The administrators of the collapsed Orla Kiely retail and online business have beaten expectations with the sale of leftover stock from the operation's shops and head office. The goods were sold through direct sales to the public, via a pop-up shop in the run-up to Christmas and in three auctions.
The progress is detailed in a report filed to the UK Companies House by the administrators of Kiely Rowan plc, which went out of business last September with debts of £7.25 million (€8.1 million).
In a press interview in March, Ms Kiely described the collapse of her clothing business as “a bereavement”.
She said: “We did everything we could to save the business and to watch it fail was devastating.”
Joint administrator Chris Newell said in the administrators' first report that the main asset of the company was the stock which has now been realised in full.
Mr Newell had estimated that selling the stock would realise between £45,000 and £60,000, but sales had in fact totalled £75,000.
On the three auctions and pop-up shop sale, Mr Newell said that “selling the items directly to the public generated far higher realisations than would have been achieved if simply sold in bulk”.
He added: “After taking into account the agents’ costs and the actual costs of the auctions and the shop, the joint administrators believe that this has generated a better return into the administration.”
Mr Newell also confirmed that a further £30,000 was realised from the sale of items in the US that had not been anticipated in the firm’s statement of affairs.
However any gains made from the higher-than-expected realisation of stock have been almost wiped out with Mr Newell writing off the prospect of recovering £26,000 owed to the firm by debtors.
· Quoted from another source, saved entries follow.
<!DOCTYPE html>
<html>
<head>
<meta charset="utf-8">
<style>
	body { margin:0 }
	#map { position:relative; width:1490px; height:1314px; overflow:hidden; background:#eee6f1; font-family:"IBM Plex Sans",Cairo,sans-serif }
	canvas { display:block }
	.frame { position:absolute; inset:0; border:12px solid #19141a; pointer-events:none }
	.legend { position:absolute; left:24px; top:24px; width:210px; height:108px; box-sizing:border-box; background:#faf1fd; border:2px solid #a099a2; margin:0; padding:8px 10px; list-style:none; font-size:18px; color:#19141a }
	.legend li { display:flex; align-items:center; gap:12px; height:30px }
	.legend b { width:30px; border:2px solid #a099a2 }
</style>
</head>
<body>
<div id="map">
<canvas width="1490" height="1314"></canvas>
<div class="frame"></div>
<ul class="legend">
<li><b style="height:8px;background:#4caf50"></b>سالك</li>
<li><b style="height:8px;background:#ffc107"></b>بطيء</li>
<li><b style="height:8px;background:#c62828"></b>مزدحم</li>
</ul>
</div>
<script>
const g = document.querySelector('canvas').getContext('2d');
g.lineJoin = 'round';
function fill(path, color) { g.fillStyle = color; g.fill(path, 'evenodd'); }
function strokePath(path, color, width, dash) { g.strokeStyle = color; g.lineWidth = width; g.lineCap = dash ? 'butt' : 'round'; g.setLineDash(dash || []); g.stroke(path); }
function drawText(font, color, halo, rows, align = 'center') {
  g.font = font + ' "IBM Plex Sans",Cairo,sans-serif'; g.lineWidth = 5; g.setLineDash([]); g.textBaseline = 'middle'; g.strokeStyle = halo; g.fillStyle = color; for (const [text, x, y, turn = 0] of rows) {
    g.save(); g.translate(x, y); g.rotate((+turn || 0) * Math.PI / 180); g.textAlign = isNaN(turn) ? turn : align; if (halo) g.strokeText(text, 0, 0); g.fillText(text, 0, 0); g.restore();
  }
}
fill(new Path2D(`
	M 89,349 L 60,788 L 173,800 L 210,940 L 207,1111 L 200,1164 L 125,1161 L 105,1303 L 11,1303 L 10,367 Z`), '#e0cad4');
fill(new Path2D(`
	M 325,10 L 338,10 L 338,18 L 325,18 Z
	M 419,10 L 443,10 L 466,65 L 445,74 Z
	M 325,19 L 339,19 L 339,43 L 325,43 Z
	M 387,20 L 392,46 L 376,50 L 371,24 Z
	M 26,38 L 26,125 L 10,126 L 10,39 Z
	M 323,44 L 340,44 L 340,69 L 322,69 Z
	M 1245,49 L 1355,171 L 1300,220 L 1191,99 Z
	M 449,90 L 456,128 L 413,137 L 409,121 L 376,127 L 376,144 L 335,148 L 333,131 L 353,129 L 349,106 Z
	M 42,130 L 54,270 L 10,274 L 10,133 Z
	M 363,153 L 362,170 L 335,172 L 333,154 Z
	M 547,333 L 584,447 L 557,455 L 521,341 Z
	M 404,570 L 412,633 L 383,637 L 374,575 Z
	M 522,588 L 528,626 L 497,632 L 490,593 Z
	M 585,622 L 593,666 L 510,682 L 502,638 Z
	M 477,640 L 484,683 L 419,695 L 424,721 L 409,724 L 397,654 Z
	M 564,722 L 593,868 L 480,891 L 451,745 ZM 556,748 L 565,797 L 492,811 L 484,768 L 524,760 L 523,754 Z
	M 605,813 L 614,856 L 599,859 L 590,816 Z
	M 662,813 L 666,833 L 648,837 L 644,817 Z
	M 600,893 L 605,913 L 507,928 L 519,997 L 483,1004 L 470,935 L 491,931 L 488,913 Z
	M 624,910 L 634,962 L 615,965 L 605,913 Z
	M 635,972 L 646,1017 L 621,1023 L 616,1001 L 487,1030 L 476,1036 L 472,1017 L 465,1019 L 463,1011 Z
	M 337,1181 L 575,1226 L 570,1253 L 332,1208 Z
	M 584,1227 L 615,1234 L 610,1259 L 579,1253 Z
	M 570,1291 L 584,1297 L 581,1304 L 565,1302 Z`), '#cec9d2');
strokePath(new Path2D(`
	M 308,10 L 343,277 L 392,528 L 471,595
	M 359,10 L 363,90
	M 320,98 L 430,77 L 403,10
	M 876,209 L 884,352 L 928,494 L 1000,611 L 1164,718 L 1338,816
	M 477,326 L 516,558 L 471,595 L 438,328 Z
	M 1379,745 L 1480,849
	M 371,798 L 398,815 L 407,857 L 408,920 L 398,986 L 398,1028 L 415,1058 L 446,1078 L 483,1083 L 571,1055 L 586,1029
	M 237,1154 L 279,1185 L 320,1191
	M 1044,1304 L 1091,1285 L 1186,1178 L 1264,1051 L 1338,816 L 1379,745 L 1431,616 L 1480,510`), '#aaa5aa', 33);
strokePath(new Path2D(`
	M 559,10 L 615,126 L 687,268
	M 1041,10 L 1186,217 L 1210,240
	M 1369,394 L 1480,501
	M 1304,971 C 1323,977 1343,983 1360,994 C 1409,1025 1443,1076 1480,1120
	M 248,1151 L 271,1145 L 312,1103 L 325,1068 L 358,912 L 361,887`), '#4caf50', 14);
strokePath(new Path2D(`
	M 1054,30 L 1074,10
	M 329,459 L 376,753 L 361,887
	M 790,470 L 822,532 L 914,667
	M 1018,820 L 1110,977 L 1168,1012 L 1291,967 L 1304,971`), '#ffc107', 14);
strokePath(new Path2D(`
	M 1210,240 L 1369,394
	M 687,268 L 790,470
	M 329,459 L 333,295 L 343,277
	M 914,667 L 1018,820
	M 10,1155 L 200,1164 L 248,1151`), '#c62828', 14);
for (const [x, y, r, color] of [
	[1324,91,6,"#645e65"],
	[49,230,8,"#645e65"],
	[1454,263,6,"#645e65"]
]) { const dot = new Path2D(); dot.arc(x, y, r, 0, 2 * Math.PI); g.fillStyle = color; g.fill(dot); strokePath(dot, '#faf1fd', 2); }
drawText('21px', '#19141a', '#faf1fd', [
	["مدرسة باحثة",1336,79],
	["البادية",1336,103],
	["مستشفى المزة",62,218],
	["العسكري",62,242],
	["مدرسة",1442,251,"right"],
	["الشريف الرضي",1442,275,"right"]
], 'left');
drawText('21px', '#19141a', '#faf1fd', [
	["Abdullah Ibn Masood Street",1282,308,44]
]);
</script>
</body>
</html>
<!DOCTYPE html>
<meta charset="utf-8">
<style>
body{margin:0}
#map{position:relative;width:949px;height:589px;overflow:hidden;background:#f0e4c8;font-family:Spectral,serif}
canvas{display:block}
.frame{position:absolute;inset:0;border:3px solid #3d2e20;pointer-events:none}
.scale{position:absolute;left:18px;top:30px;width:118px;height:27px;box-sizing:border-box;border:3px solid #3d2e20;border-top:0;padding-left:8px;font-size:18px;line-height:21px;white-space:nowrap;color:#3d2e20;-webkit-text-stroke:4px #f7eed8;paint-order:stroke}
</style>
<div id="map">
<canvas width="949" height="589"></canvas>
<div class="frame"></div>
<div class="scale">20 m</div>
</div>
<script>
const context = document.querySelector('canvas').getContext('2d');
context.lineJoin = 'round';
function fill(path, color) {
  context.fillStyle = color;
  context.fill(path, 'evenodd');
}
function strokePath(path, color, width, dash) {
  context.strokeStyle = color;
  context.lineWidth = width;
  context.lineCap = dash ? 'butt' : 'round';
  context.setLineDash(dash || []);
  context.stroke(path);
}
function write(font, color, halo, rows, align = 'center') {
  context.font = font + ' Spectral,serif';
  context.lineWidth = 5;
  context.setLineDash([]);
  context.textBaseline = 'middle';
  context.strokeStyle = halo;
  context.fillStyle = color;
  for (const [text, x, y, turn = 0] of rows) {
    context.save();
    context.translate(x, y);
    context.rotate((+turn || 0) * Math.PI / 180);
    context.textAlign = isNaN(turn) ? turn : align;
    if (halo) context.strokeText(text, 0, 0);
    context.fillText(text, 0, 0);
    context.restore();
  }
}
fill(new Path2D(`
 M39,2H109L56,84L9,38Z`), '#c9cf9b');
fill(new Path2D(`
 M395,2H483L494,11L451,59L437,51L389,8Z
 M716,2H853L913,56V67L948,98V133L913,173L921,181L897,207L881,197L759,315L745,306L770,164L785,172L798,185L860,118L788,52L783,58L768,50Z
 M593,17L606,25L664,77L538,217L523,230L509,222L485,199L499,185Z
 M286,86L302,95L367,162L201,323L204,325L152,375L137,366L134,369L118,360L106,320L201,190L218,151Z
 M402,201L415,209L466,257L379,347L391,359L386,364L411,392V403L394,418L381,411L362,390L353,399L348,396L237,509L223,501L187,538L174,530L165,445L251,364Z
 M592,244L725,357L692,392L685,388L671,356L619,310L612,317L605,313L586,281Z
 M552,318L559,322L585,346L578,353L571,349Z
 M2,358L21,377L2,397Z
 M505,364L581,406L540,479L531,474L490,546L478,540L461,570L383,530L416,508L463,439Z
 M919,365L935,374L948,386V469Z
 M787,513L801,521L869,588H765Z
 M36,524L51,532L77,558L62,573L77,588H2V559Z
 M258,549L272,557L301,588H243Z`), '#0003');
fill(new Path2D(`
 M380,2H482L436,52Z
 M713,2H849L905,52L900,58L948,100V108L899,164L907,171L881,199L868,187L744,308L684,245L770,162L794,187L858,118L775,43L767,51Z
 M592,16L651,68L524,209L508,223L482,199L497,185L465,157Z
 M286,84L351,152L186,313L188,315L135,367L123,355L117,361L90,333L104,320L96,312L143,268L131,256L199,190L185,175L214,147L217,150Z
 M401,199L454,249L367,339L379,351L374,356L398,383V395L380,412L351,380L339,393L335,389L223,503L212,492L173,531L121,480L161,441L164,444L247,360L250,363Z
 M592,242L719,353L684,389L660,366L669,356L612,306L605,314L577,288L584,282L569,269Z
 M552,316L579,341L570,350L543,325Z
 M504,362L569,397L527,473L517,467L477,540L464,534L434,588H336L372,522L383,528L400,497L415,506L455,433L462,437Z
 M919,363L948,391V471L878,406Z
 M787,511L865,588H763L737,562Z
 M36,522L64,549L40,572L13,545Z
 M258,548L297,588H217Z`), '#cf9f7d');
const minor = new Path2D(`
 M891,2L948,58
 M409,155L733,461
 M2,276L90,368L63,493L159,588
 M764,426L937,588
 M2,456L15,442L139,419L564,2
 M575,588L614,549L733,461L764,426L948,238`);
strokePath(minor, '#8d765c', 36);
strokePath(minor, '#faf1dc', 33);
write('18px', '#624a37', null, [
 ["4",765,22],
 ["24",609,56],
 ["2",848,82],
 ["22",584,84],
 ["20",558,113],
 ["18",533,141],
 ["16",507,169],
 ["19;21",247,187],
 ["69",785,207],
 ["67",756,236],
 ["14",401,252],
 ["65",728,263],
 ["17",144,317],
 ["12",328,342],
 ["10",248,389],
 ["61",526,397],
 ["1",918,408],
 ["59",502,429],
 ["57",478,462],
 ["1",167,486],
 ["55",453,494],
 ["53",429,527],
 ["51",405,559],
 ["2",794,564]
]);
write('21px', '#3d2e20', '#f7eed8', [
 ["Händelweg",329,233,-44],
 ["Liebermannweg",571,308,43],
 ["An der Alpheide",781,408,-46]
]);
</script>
A connected entity, Killyon Stem LLP held licensing agreements with manufacturers on behalf of the Orla Kiely brand, and the administrators for that firm are expected to receive a minimum of £73,000 in royalty payments.
Mr Newell said he expects the administration of Killyon Stem LLP to to make a payment into the Kiely Rowan plc administration, but that the final quantum is uncertain.
During the first phase of the administration to March 20th, the administrators have taken £107,829 in receipts and made £70,492 in payments.
The firm's secured creditor, Metro Bank, is owed £2.15 million and Mr Newell states that "it is not anticipated that the secured creditor will be paid in full".
Mr Newell said his colleagues have incurred significant time costs in assisting former Orla Kiely staff in obtaining payments from the UK Redundancy Payments Office.
He said “preferential claims” relating to holiday pay and wage arrears were estimated to be at £97,412 and to date, preferential claims received totalled £41,398.
Unsecured creditors will be left empty-handed from the administration, with the administrators currently estimating a deficiency in assets of £7.3 million.
Mr Newell said unsecured claims from creditors were estimated at £6.13 million and the administrators have received 231 claims totalling £4.7 million.
Mr Newell also said in accordance with the administrators’ statutory duties, an investigation into the conduct of the company directors of Kiely Rowan plc has been completed. He said a confidential report was submitted to the Insolvency Service on December 21st, 2018.